# pinfish issues on flats



## redfishing (Mar 31, 2012)

So i have been doing really well on the flats with a popping cork and live shrimp for reds and trout lately, but i have noticed in the past when the weather warms up and the pinfish move on the flats in force, it's so bad i cant even fish live shrimp because they get ate right away. 

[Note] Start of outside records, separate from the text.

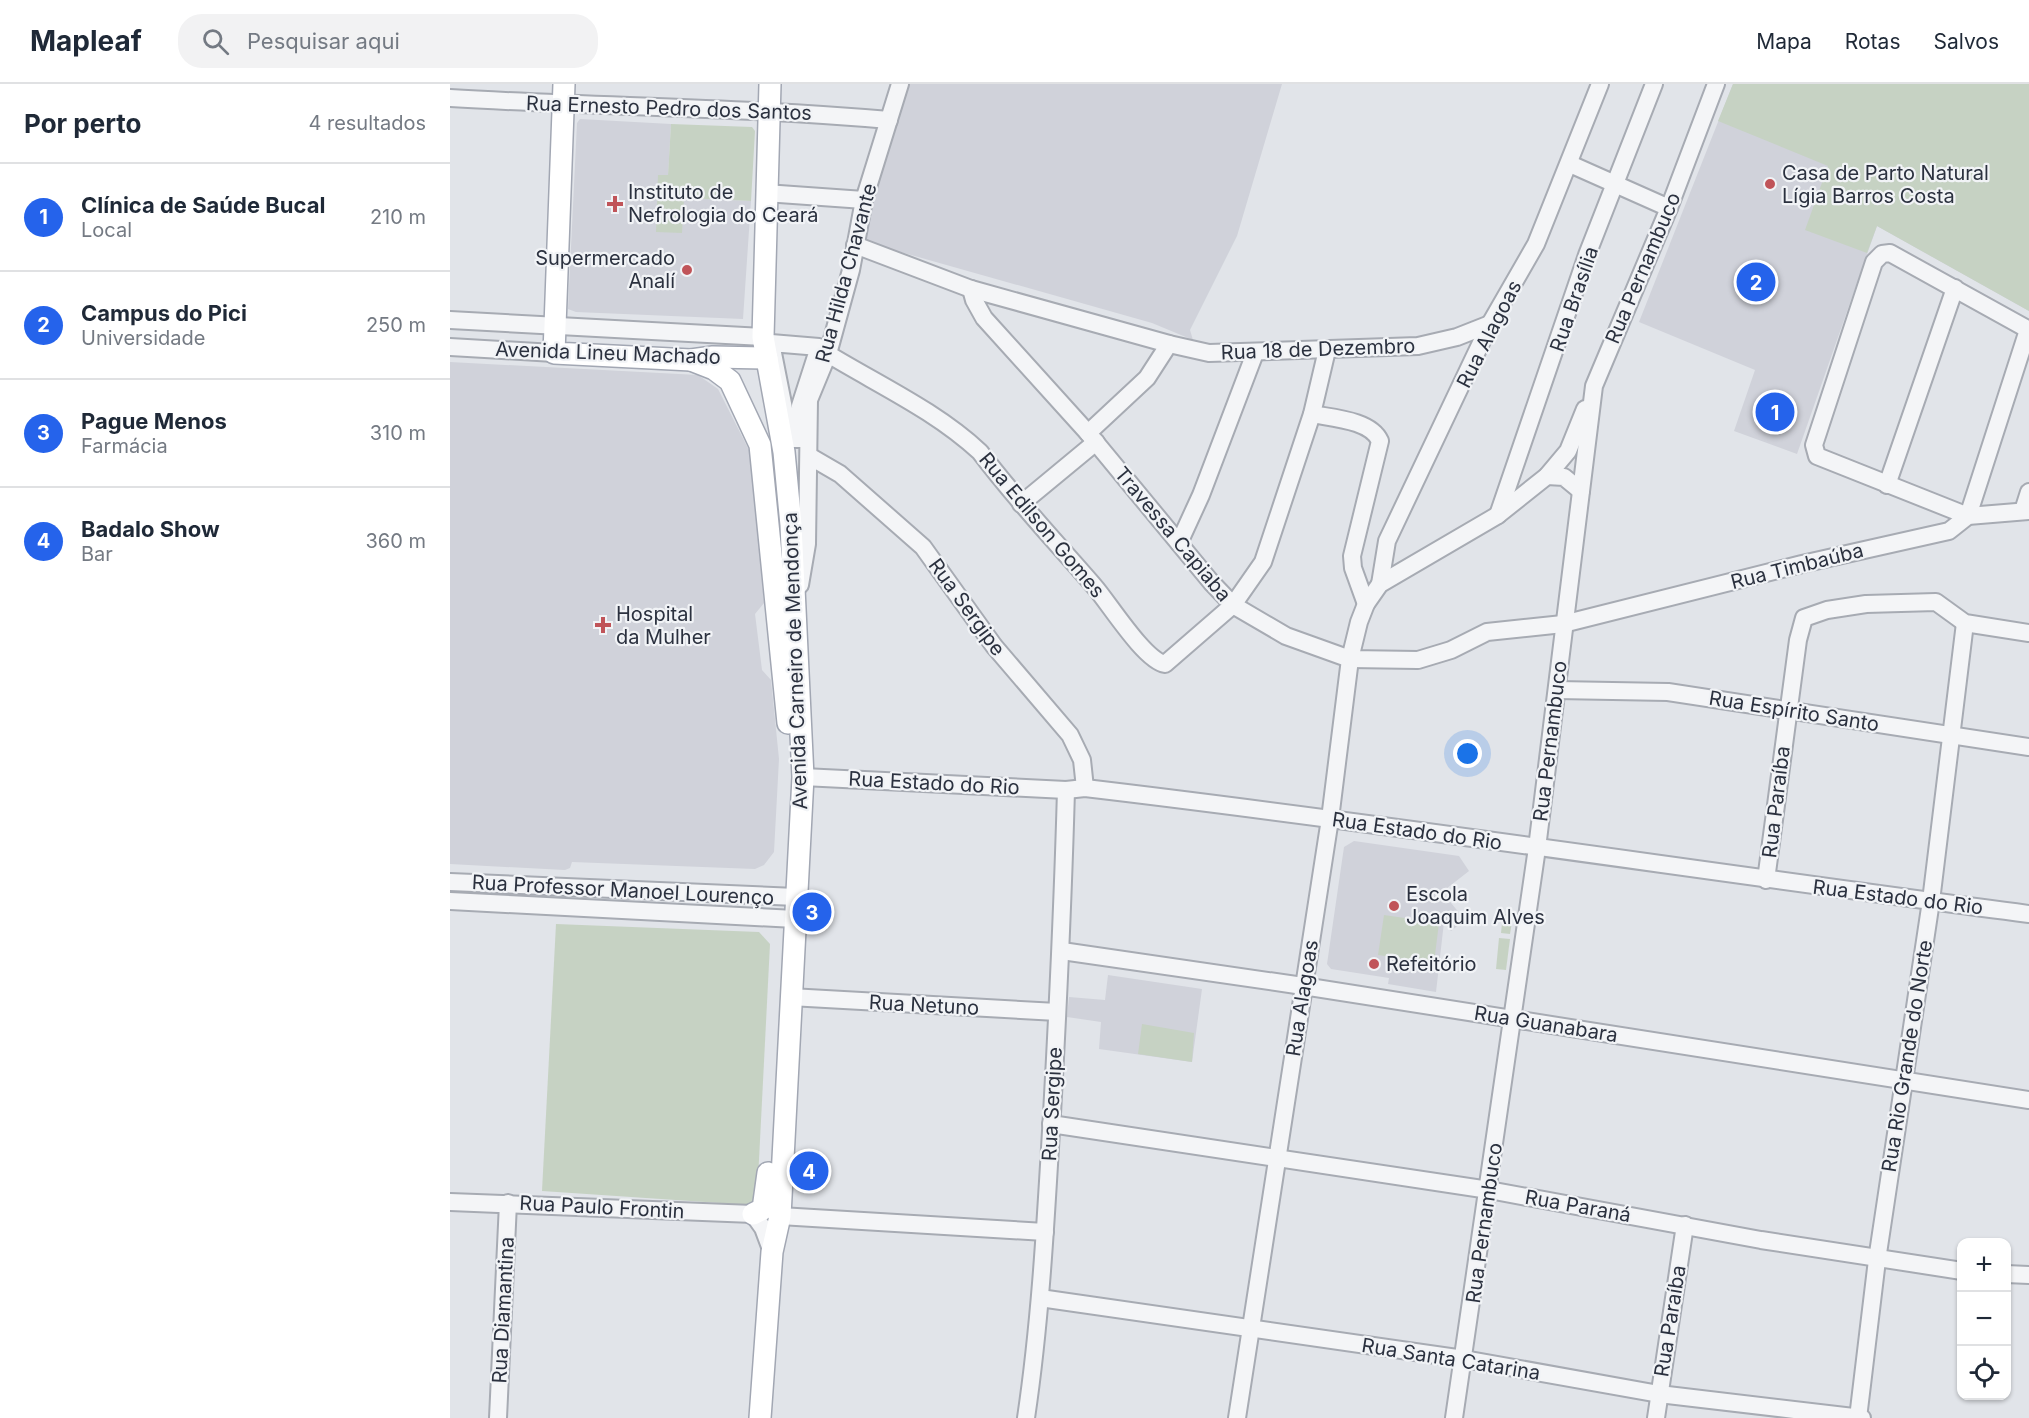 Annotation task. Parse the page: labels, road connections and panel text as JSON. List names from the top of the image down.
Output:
{
  "streets": {
    "main road": ["Avenida Lineu Machado", "Avenida Carneiro de Mendonça"],
    "street": [
      "Rua Ernesto Pedro dos Santos",
      "Rua Pernambuco",
      "Rua Hilda Chavante",
      "Rua Brasília",
      "Rua Alagoas",
      "Rua 18 de Dezembro",
      "Rua Edilson Gomes",
      "Travessa Capiaba",
      "Rua Timbaúba",
      "Rua Sergipe",
      "Rua Espírito Santo",
      "Rua Estado do Rio",
      "Rua Paraíba",
      "Rua Professor Manoel Lourenço",
      "Rua Netuno",
      "Rua Guanabara",
      "Rua Rio Grande do Norte",
      "Rua Paraná",
      "Rua Paulo Frontin",
      "Rua Diamantina",
      "Rua Santa Catarina"
    ]
  },
  "crossings": [
    ["Rua Ernesto Pedro dos Santos", "Rua Hilda Chavante"],
    ["Rua Ernesto Pedro dos Santos", "Avenida Carneiro de Mendonça"],
    ["Rua Pernambuco", "Rua Alagoas"],
    ["Rua Pernambuco", "Travessa Capiaba"],
    ["Rua Pernambuco", "Rua Timbaúba"],
    ["Rua Pernambuco", "Rua Espírito Santo"],
    ["Rua Pernambuco", "Rua Estado do Rio"],
    ["Rua Pernambuco", "Rua Guanabara"],
    ["Rua Pernambuco", "Rua Paraná"],
    ["Rua Pernambuco", "Rua Santa Catarina"],
    ["Rua Hilda Chavante", "Rua Edilson Gomes"],
    ["Rua Hilda Chavante", "Rua Sergipe"],
    ["Rua Hilda Chavante", "Avenida Carneiro de Mendonça"],
    ["Rua Brasília", "Rua Alagoas"],
    ["Rua Alagoas", "Rua 18 de Dezembro"],
    ["Rua Alagoas", "Travessa Capiaba"],
    ["Rua Alagoas", "Rua Estado do Rio"],
    ["Rua Alagoas", "Rua Guanabara"],
    ["Rua Alagoas", "Rua Paraná"],
    ["Rua Alagoas", "Rua Santa Catarina"],
    ["Rua 18 de Dezembro", "Rua Edilson Gomes"],
    ["Rua 18 de Dezembro", "Travessa Capiaba"],
    ["Avenida Lineu Machado", "Avenida Carneiro de Mendonça"],
    ["Rua Edilson Gomes", "Travessa Capiaba"],
    ["Travessa Capiaba", "Rua Timbaúba"],
    ["Rua Sergipe", "Rua Estado do Rio"],
    ["Rua Sergipe", "Rua Netuno"],
    ["Rua Sergipe", "Rua Guanabara"],
    ["Rua Sergipe", "Rua Paraná"],
    ["Rua Sergipe", "Rua Santa Catarina"],
    ["Avenida Carneiro de Mendonça", "Rua Estado do Rio"],
    ["Avenida Carneiro de Mendonça", "Rua Professor Manoel Lourenço"],
    ["Avenida Carneiro de Mendonça", "Rua Netuno"],
    ["Avenida Carneiro de Mendonça", "Rua Paulo Frontin"],
    ["Rua Espírito Santo", "Rua Paraíba"],
    ["Rua Espírito Santo", "Rua Rio Grande do Norte"],
    ["Rua Estado do Rio", "Rua Paraíba"],
    ["Rua Estado do Rio", "Rua Rio Grande do Norte"],
    ["Rua Paraíba", "Rua Rio Grande do Norte"],
    ["Rua Paraíba", "Rua Paraná"],
    ["Rua Paraíba", "Rua Santa Catarina"],
    ["Rua Guanabara", "Rua Rio Grande do Norte"],
    ["Rua Rio Grande do Norte", "Rua Paraná"],
    ["Rua Rio Grande do Norte", "Rua Santa Catarina"],
    ["Rua Paulo Frontin", "Rua Diamantina"]
  ],
  "places": {
    "other": [
      "Casa de Parto Natural Lígia Barros Costa",
      "Supermercado Analí",
      "Escola Joaquim Alves",
      "Refeitório"
    ],
    "health": ["Instituto de Nefrologia do Ceará", "Hospital da Mulher"]
  },
  "page": {
    "header": "Mapleaf",
    "search": "Pesquisar aqui",
    "nav": ["Mapa", "Rotas", "Salvos"],
    "heading": ["Por perto", "4 resultados"],
    "list": [
      {
        "mark": "1",
        "name": "Clínica de Saúde Bucal",
        "note": "Local",
        "value": "210 m"
      },
      {
        "mark": "2",
        "name": "Campus do Pici",
        "note": "Universidade",
        "value": "250 m"
      },
      {
        "mark": "3",
        "name": "Pague Menos",
        "note": "Farmácia",
        "value": "310 m"
      },
      {
        "mark": "4",
        "name": "Badalo Show",
        "note": "Bar",
        "value": "360 m"
      }
    ],
    "pins": [
      "2",
      "1",
      "3",
      "4"
    ],
    "map_buttons": ["+", "−"]
  }
}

Is there anyway to avoid this? deeper water?(i normally like to fish in the 2-5ft range. )
use pinfish as bait instead?


thanks,


----------



## SouthAlabamaSlayer (Oct 13, 2011)

Fishing for trout I assume? Palm sized croaker will solve that. It will also make catch bigger ones as well.


----------



## Chris V (Oct 18, 2007)

Artificial. Pinfish will cost you a lot of time and money during spring and summer with shrimp. Try a doa or similar bait. It's hard to beat the tried and true popper/doa combo


----------



## jim t (Sep 30, 2007)

Deeper is better.

But try some artificials. A popping cork with a Gulp New Penny Shrimp worked vigorously, A SLOW retrieved DOA shrimp.

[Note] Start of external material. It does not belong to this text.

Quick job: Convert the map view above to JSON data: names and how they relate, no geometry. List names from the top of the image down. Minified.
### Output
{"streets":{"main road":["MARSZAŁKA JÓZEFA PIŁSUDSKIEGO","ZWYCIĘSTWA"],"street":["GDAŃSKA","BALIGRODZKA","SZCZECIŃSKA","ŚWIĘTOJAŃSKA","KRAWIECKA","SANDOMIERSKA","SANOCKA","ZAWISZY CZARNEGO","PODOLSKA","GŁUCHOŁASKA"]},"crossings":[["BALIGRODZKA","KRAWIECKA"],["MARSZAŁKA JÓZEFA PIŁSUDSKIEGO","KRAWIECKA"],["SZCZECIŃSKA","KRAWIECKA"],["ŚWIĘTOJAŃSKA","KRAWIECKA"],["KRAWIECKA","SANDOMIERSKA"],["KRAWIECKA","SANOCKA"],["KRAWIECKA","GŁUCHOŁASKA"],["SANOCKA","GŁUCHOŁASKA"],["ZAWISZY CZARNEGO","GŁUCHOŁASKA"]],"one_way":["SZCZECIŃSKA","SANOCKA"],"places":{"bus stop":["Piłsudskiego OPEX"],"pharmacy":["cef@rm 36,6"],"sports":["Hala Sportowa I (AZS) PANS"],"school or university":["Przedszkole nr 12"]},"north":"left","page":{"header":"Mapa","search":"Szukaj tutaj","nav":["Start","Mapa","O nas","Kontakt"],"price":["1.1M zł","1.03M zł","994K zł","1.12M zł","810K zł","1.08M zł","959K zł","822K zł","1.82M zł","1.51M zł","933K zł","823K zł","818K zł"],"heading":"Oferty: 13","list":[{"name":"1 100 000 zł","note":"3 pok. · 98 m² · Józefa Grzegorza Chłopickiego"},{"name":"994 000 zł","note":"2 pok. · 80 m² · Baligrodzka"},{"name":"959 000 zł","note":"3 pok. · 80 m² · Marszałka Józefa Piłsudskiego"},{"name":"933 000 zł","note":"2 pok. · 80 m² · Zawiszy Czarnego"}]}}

Live shrimp is certainly the BEST choice. but EVERYTHING likes live shrimp. Deeper is better though with live shrimp to avoid pinfish.

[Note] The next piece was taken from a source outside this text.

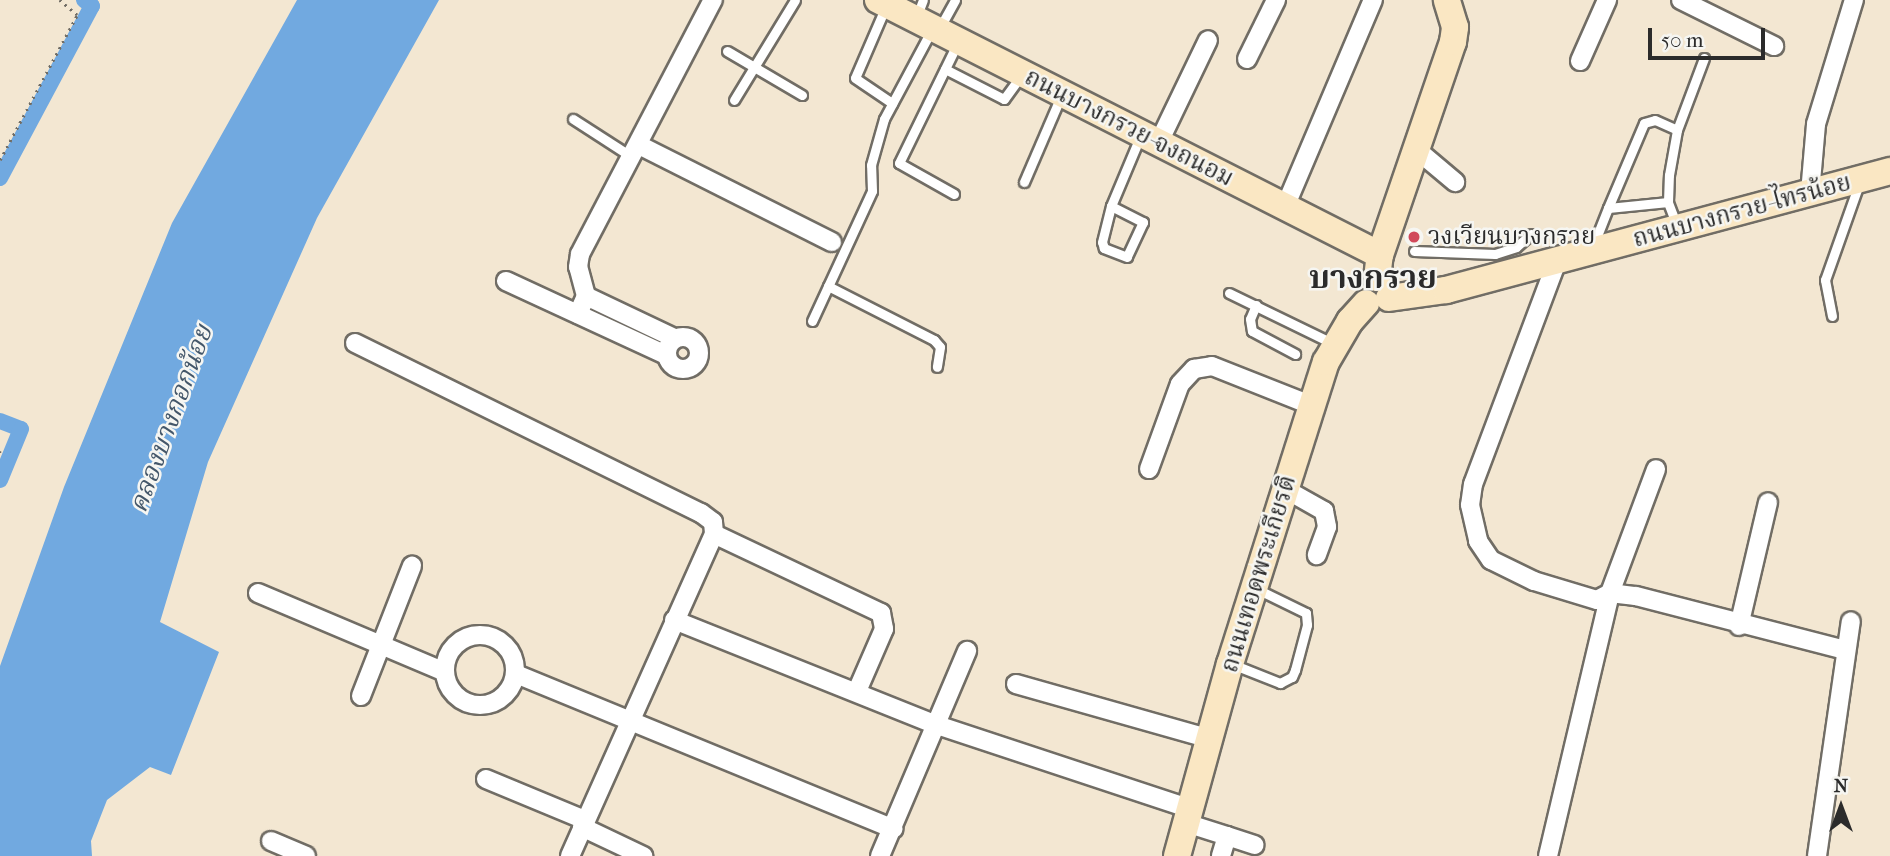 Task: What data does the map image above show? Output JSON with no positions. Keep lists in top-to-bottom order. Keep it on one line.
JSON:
{"streets":{"main road":["ถนนบางกรวย-จงถนอม","ถนนบางกรวย-ไทรน้อย","ถนนเทอดพระเกียรติ"]},"crossings":[["ถนนบางกรวย-จงถนอม","ถนนบางกรวย-ไทรน้อย"],["ถนนบางกรวย-จงถนอม","ถนนเทอดพระเกียรติ"],["ถนนบางกรวย-ไทรน้อย","ถนนเทอดพระเกียรติ"]],"districts":["บางกรวย"],"water":["คลองบางกอกน้อย"],"places":["วงเวียนบางกรวย"],"scale_bar":"50 m","north":"top"}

But YES, a live shrimp is the best bait for a trout on the flats. Move to deeper water to avoid pinfish.

Jim


----------



## rfh21 (May 17, 2012)

Put that pin fish back on the hook. Big bait catches big fish. I personally prefer artificial but you can catch some sow trout on live pin fish.


----------



## Tcheeks38 (Feb 11, 2013)

I would have to agree. get you a cast net like myself and tie some rope to a bait bucket with one of those spring loaded openings fill it with pinfish and use em for bait. caught a beastly 25" and 26" speck trout last year on pinfish. also caught a 39" and 42" redfish at okaloosa island pier with hand sized pinfish


----------



## Tcheeks38 (Feb 11, 2013)

35$ for a cast net and you will never have to buy bait again its a solid investment once the baitfish start showing up in full force. plenty to choose from too mullet pinfish threadtail herring scaled sardines menhaden the list goes on


----------



## Charlie2 (Oct 2, 2007)

*Pinfish*



rfh21 said:


> Put that pin fish back on the hook. Big bait catches big fish. I personally prefer artificial but you can catch some sow trout on live pin fish.





Tcheeks38 said:


> I would have to agree. get you a cast net like myself and tie some rope to a bait bucket with one of those spring loaded openings fill it with pinfish and use em for bait. caught a beastly 25" and 26" speck trout last year on pinfish. also caught a 39" and 42" redfish at okaloosa island pier with hand sized pinfish





Tcheeks38 said:


> 35$ for a cast net and you will never have to buy bait again its a solid investment once the baitfish start showing up in full force. plenty to choose from too mullet pinfish threadtail herring scaled sardines menhaden the list goes on


I agree. Take a pair of scissors and cut off half its tail. It throws it off balance and makes it create a commotion. BIG! Trout and Redfish love them. C2


----------



## redfishing (Mar 31, 2012)

thanks for the input, i have just been catching consistently and there are not that many pinfish around right now but i not its going to change in a few weeks. Maybe i'll give pinfish as bait a shot this year i havent done so well with them in the past. 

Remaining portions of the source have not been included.